Community members gathered Tuesday for dessert and refreshments at the Kenai Senior Center to celebrate the 50th anniversary of the facility.
City employees and local politicians spoke to a crowd of about 65 about the center — which was launched in 1971 as a multipurpose trailer — and the role its participants play in the community.
“The biggest treasure of this facility is the seniors who use it,” said Hal Smalley, a former Alaska state legislator who has served on the Kenai Peninsula Borough Assembly. “Kenai loves its seniors. We love you very, very much.”
State Sen. Peter Micciche, R-Soldotna, spoke about the seniors he’s become close to over the years.
“I’ve had some dear friends that have been kind of sustained in this building,” he said. “I’m thrilled to be here; 50 years is amazing.”
Micciche also spoke about the importance of pressing local politicians for funding and resources for senior centers across the state.
“We always make sure that continues,” he said.
Kathy Romain, the executive director of the senior center, said she tries to honor the original vision of the facility to help seniors enrich their quality of life.
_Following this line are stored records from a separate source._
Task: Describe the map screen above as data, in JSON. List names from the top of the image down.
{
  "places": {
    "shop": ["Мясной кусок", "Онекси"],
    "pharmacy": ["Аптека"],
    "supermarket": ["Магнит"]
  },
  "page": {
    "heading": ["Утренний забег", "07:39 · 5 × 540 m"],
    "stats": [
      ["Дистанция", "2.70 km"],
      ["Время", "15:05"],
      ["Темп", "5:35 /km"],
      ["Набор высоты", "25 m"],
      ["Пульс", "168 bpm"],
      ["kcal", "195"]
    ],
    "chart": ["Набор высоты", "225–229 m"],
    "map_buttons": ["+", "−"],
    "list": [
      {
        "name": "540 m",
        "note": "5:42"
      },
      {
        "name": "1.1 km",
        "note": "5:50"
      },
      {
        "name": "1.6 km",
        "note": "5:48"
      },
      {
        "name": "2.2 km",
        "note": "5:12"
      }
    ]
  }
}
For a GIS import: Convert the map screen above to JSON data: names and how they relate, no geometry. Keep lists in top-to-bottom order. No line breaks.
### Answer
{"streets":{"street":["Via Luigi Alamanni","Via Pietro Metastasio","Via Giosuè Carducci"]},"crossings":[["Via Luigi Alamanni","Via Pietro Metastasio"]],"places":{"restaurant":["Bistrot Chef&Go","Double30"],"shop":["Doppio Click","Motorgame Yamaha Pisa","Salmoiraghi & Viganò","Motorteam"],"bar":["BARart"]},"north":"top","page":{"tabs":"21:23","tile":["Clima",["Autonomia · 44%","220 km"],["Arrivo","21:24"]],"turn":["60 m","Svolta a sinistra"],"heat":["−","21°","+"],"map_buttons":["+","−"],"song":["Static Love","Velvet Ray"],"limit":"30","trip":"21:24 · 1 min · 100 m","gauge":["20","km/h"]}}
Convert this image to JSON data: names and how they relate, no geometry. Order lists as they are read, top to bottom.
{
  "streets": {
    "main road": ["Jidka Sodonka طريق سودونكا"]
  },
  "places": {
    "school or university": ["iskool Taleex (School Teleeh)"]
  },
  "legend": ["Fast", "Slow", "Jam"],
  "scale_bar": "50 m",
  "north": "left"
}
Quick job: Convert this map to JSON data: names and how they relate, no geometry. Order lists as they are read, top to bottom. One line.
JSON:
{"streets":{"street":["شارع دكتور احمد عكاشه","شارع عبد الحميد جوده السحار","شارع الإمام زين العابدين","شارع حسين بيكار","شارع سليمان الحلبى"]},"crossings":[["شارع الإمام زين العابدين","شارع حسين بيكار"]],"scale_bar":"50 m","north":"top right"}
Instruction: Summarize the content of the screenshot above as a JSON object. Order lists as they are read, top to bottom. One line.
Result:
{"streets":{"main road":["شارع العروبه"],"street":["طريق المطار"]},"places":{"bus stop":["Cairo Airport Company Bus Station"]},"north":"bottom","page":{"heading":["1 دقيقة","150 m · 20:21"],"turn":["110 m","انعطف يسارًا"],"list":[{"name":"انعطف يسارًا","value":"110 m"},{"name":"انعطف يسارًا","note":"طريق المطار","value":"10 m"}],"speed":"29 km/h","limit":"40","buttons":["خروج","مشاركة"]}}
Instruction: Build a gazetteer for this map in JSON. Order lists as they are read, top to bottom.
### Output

“If you look at the mission statement … that was a mission statement set by people 50 years ago,” Romain said.
She also gave special recognition to the staffers and volunteers.
“We have a great team. … It is a privilege to work alongside you,” Romain said.
Several speakers, including Kenai City Council members Jim Glendenning and Henry Knackstedt, and Kenai City Manager Paul Ostrander, emphasized the importance of stabilizing the Kenai bluff, which will ensure the building — located at the end of Senior Court in Kenai and overlooks Cook Inlet — won’t be placed in jeopardy in the years to come.